Le premier devoir de l’écrivain doit être de s’élever assez au-dessus de toutes les circonstances de sa vie particulière pour fournir à tous les êtres un appui de tous les instants et les montrer à eux-mêmes tels qu’ils voudraient être toujours.

This duty is perhaps the most difficult, because “rising above all circumstances” involves first understanding them, and understanding how they perhaps fit into the bigger picture of individual existence, and only then, having extracted a crystal-clear meaning from them, is to think about how this meaning can be transplanted to the general human experience. And communicate it! In fact, there is no human experience, no matter how individual, whose meaning cannot be extracted in different circumstances; what is difficult, however, is to see the big in the small, something we have grown unaccustomed to doing.

The Best Books Do Not Reveal Something Unknown

As Lavelle rightly pointed out, the best books do not reveal something unknown to us, but something we already know intimately and which, due to a sudden illumination, we seem to discover. The best books, then, only shed light on something hidden inside us. The curious thing about this is that the sensation of discovering something we already know makes a very strong impression on our minds, much greater than learning something really new and unknown. And at the same time as we immediately identify with the idea, we also immediately establish a point of contact with the author.

More unjustifiable than the obsession…

More unjustifiable than the obsession with originality is the embarrassment arising from the realization that what was said now had already been said a long time ago. What to say? The author who, recording his own impressions, notices something that has already been noticed before, instead of being embarrassed that he was not the first, or that he did not know the primary source—which is often untraceable—should be satisfied with having come to the same conclusion through direct perception, rejoicing as do those who find something in common in the other.

The Author Who, for Example, Says Something…
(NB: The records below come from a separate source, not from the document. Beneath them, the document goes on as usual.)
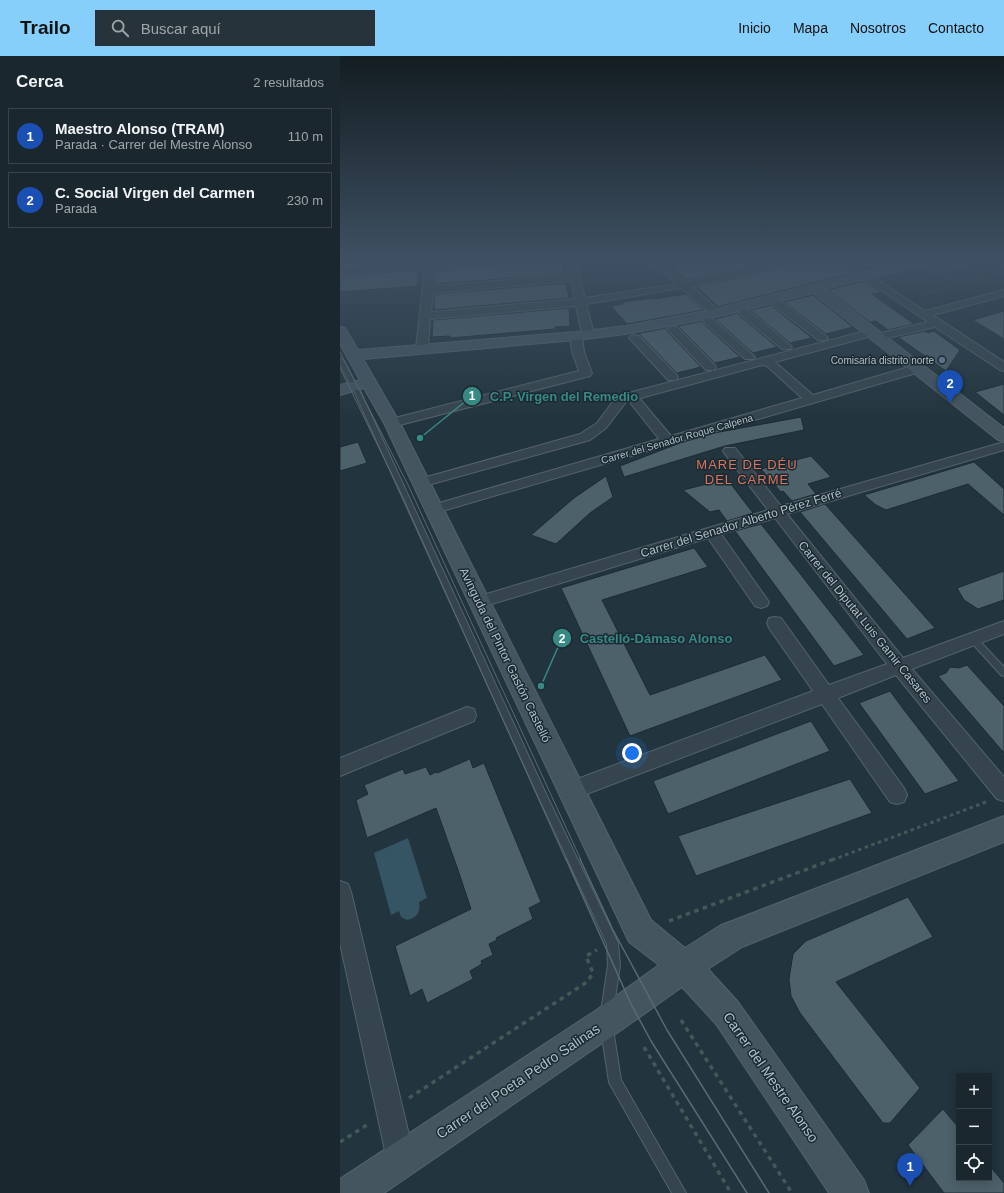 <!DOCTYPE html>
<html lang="es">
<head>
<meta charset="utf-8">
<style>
	:root { --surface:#1a272e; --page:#27333a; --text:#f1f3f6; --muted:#9fa5aa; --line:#38444a; --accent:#85cffa }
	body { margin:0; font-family:Helvetica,sans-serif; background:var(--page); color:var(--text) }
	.controls { position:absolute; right:12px; bottom:12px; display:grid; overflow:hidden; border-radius:0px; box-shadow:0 2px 10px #0003 }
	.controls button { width:36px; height:36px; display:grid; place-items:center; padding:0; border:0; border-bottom:1px solid var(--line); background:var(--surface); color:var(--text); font:20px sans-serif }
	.you { position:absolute; left:292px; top:697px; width:14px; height:14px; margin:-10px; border:3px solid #fff; border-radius:50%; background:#1a73e8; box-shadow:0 0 0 6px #1a73e833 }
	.badge { display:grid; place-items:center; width:26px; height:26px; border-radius:50%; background:var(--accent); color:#fff; font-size:13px; font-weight:700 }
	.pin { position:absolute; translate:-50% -33px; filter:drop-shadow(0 1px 2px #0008) }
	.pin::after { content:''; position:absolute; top:21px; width:14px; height:12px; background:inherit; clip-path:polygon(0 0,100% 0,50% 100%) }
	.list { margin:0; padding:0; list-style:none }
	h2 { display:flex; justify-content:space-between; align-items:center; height:52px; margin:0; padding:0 16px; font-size:17px }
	h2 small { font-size:13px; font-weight:400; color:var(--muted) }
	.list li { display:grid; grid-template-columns:26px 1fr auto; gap:12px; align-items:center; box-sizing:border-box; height:56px; margin:0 8px 8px; padding:0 8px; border:1px solid var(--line); border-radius:0px }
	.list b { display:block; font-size:15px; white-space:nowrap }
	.list p { margin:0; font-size:13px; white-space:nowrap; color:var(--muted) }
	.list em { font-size:13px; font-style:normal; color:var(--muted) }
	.icon { flex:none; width:22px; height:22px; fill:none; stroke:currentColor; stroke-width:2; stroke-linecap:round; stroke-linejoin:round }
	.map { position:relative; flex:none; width:664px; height:1137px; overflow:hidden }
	header { display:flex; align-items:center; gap:24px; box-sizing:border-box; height:56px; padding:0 20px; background:var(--accent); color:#111 }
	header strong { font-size:19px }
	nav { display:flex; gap:22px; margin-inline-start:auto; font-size:14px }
	.search { width:280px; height:36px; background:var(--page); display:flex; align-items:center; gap:10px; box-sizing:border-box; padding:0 14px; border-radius:0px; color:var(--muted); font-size:15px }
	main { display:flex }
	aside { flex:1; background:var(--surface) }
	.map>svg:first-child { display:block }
</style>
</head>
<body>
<header>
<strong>Trailo</strong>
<div class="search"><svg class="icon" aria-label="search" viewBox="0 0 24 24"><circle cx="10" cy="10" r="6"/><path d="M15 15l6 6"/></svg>Buscar aquí</div>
<nav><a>Inicio</a><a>Mapa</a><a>Nosotros</a><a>Contacto</a></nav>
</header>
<main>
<aside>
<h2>Cerca<small>2 resultados</small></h2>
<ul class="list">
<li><span class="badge" style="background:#1a4fb4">1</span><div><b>Maestro Alonso (TRAM)</b><p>Parada · Carrer del Mestre Alonso</p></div><em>110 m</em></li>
<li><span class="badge" style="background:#1a4fb4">2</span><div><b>C. Social Virgen del Carmen</b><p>Parada</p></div><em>230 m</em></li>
</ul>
</aside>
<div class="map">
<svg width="664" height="1137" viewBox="0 0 664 1137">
	<rect width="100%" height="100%" fill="#22343d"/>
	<path fill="#355564" d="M68,782L87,842L79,846C81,856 77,862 67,864L61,861L59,855L51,859L34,797Z"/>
	<g fill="#4d616a" stroke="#1d2c34">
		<polygon points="0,206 70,206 0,212"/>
		<polygon points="180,206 222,206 225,218 96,228 96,214"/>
		<polygon points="356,206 429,206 348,224 332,211"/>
		<polygon points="453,206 498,206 513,217 378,251 357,231 450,209"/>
		<polygon points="79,214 77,230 0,236 0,220"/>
		<polygon points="524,225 541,236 532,238 574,268 548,274 536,265 530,266 488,234"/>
		<polygon points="226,227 229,242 94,254 94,238"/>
		<polygon points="346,238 364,254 287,268 271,250 283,248 282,246 313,242 314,243"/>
		<polygon points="473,239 513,271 486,278 444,246"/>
		<polygon points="432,249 433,251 472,282 450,287 410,254"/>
		<polygon points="229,252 230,270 215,271 215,273 110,282 110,280 92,281 93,264"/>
		<polygon points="664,255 664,283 633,264"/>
		<polygon points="398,257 399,259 437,291 413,297 375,263"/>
		<polygon points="363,265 364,268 400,301 375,307 338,270"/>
		<polygon points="326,272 326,274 361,311 337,317 300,279 296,278"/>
		<polygon points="585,275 588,277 594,275 620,294 606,315 558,281"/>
		<polygon points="664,328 664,359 635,336"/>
		<polygon points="461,361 464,374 385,390 284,421 280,410 340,387 374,377"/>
		<polygon points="18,386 27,407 0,415 0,391"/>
		<polygon points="471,400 491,421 468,428 476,438 452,445 443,435 441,436 421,413"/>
		<polygon points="634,406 664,433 664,459 628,428 546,454 536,449 524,439"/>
		<polygon points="266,420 273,441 250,457 216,488 191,479 234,442"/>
		<polygon points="387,423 413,457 387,465 379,454 370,456 343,434"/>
		<polygon points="485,448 595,572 567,583 460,456"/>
		<polygon points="421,468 483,547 524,599 494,610 395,475"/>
		<polygon points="354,492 368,511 262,544 310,639 425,599 442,624 290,680 221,532"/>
		<polygon points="664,515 664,544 638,553 624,544 617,532"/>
		<polygon points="627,609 664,650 664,697 598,620 606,617 610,611 619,612"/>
		<polygon points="550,635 564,654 619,725 585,738 519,647"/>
		<polygon points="471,665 490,695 328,758 313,725"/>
		<polygon points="130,703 133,712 144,707 201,846 189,852 193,863 156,882 157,884 149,888 153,899 141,905 142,908 130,915 133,923 87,947 82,933 70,940 55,890 131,853 118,814 96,752 27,782 16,744 28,738 24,729 63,713 65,718 86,711 90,719 96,716 97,717"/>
		<polygon points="510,723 532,757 356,820 338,780"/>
		<polygon points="568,841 593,881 496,926 580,1032 550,1067 543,1067 460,957 451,940 449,923 453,898 466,885"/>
		<polygon points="603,1053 619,1072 619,1122 649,1122 649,1109 664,1127 664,1137 604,1137 568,1089"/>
	</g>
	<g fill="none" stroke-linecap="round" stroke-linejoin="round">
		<g stroke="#54636b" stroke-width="2">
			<g id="lane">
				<polygon points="0,302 3,304 21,337 207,740 278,887 280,909 273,956 271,960 267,962 263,960 261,956 268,909 267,888 201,746 15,337 0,309"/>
				<polygon points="633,580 636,581 664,611 664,620 661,619 630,585 629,583 630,581"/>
				<polygon points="267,967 271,969 273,973 281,1024 346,1137 332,1137 271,1030 269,1026 261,973 263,969"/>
			</g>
		</g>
		<g stroke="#54636b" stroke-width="2">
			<g id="street">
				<path d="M86,206H134L129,209L95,212L94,230L229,219L226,206H236L245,242L336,228L312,206H323L347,226L435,206H452L450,208L352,231L380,255L381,257L380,259H372L341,232L246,248L254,278L248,281L242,278L236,250L90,263L88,292L86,294H78L76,292L85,212L0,219V213ZM231,225L235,243L91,256L93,237Z"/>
				<path d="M499,206H510L585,255L664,234V240L593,259L664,306V315L660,314L595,271L539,284L535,283L533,281L535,279L435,306L473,339L579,308L583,309L585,312L583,315L99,456L94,458L89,456L87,453L89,450L319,383L292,349L290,346L291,344L286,346L266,372L250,384L81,431L76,430L74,427L76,424L240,378L257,367L277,340L533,273L537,274L539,276L537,278L588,266ZM422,309L427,310L462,342L331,380L300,343H297Z"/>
				<polygon points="534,206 546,206 556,213 554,215 548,215"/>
				<polygon points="438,245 442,246 486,280 488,282 486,284 478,284 434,250 433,248"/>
				<polygon points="404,253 408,254 450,289 452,291 450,293 442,293 400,258 399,256"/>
				<polygon points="369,262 373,263 413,299 415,301 413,303 405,303 365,267 364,265 365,263"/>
				<polygon points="333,270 337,271 374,308 376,311 374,314 366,314 329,275 327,273 329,271"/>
				<polygon points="236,277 242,280 244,296 252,317 250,320 52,371 47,370 46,367 47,364 239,315 232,296 230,280"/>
				<polygon points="295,279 299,280 336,318 338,321 336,324 328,324 291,284 289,282 291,280"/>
				<polygon points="664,386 664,394 447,458 563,602 664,565 664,578 572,613 664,721 664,745 657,743 556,619 498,642 564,732 567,739 564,746 557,748 550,746 482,648 231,744 224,742 221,735 224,728 473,635 429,572 427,567 429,562 435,561 441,562 489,629 547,608 435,462 381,478 429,546 427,550 421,552 415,550 368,482 139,552 133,550 131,546 133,542 428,454 385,398 383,395 385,392 395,392 441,450"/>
				<polygon points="127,651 134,653 136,659 134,665 0,720 0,702"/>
				<polygon points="0,825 8,828 11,836 75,1104 71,1114 61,1118 51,1114 47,1104 0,887"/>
			</g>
		</g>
		<g stroke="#54636b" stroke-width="2">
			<polygon id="secondary" points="564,206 584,206 582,209 485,233 664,372 664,385 658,384 473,237 376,261 286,278 236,284 23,303 60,367 311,864 345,892 381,869 392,865 664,760 664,786 402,891 368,913 398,946 524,1124 529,1137 489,1137 376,968 342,931 277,977 44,1137 0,1137 0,1123 255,955 319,909 289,886 44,367 24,332 0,339 0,329 20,324 0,288 0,271 5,272 18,294 236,276 286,270 376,253"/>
		</g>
		<g stroke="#425a57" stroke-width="1.5" stroke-dasharray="2 2" stroke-linecap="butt">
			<polyline points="591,211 619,228"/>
			<polyline points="589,216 632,206"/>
			<polyline points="580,239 657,218 664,222"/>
		</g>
		<polyline stroke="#425a57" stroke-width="3" stroke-dasharray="3.5 3.5" stroke-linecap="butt" points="492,804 646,746"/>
		<g stroke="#425a57" stroke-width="3.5" stroke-dasharray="4.5 4.5" stroke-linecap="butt">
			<polyline points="329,865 494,803"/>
			<polyline points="341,964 452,1137"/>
			<polyline points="304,991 391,1137"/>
			<polyline points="69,1042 247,926 253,917 246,900 257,894"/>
			<polyline points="0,1086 30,1067"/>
		</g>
		<use href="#lane" fill="#36454d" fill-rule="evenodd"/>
		<use href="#street" fill="#36454d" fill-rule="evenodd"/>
		<use href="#secondary" fill="#445560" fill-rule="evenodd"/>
		<g stroke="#586a74" stroke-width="1">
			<polyline points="0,296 69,431 241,804"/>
			<polyline points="0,312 59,433 226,804"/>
		</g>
		<g stroke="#586a74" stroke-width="1.5">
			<polyline points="226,803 291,948 311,985 407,1137"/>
			<polyline points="240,803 273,874 327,974 429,1137"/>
		</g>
	</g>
	<linearGradient id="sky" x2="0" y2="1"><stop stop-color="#131d22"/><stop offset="0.56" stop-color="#3e5062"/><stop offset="1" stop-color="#3e5062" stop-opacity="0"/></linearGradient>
	<rect width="664" height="365" fill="url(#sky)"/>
	<circle fill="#5c6f8a" stroke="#1b2a32" stroke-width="1.5" cx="602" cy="304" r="4"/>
	<g text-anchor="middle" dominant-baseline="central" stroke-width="3" stroke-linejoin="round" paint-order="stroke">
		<g font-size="10" fill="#b2c0c8" stroke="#1b2a32" text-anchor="end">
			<text x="594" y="304">Comisaría distrito norte</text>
		</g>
		<g font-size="10" fill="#b2c0c8" stroke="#1b2a32">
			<text transform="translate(337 383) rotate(-16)">Carrer del Senador Roque Calpena</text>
		</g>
		<g font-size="12" fill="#b2c0c8" stroke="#1b2a32">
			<text transform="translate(401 467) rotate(-17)">Carrer del Senador Alberto Pérez Ferré</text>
			<text transform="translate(525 566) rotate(51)">Carrer del Diputat Luis Gamir Casares</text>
			<text transform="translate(165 599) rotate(64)">Avinguda del Pintor Gastón Castelló</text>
		</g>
		<g font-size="13" letter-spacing="1" fill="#d7755e" stroke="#1b2a32">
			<text x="407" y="408">MARE DE DÉU<tspan x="407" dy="15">DEL CARME</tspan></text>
		</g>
		<g font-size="14" fill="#b2c0c8" stroke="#1b2a32">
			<text transform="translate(431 1021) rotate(55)">Carrer del Mestre Alonso</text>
			<text transform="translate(178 1025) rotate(-34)">Carrer del Poeta Pedro Salinas</text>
		</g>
	</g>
	<path fill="none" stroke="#388884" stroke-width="1.5" d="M80 382L132 340M201 630L222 582"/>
	<g fill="#388884" stroke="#1b2a32" stroke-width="1.5">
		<circle cx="80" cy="382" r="4"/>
		<circle cx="201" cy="630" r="4"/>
		<circle cx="132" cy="340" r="10"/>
		<circle cx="222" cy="582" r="10"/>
	</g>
	<g font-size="12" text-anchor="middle" font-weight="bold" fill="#fff">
		<text x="132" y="344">1</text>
		<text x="222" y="587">2</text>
	</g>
	<g font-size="13" text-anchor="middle" font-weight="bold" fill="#388884" stroke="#1b2a32" stroke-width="3" stroke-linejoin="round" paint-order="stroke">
		<text x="224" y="345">C.P. Virgen del Remedio</text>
		<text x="316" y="587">Castelló-Dámaso Alonso</text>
	</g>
</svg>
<div class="controls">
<button>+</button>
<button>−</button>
<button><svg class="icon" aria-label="locate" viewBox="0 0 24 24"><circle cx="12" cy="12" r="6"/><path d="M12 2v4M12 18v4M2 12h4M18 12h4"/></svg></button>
</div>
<div class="you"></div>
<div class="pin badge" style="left:570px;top:1130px;background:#1a4fb4">1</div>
<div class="pin badge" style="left:610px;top:347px;background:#1a4fb4">2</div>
</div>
</main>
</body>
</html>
The author who, for example, says something already said by one author, and then says something already said by another, has produced something new: creating a new unity, can already be considered original. It is the same with style, which is almost always a kind of blend, a kind of personal concatenation of different traits learned from different sources which, together, acquire an unprecedented unity. Just as one does not create from nothing, what one creates only consciously dispenses the quality of creation.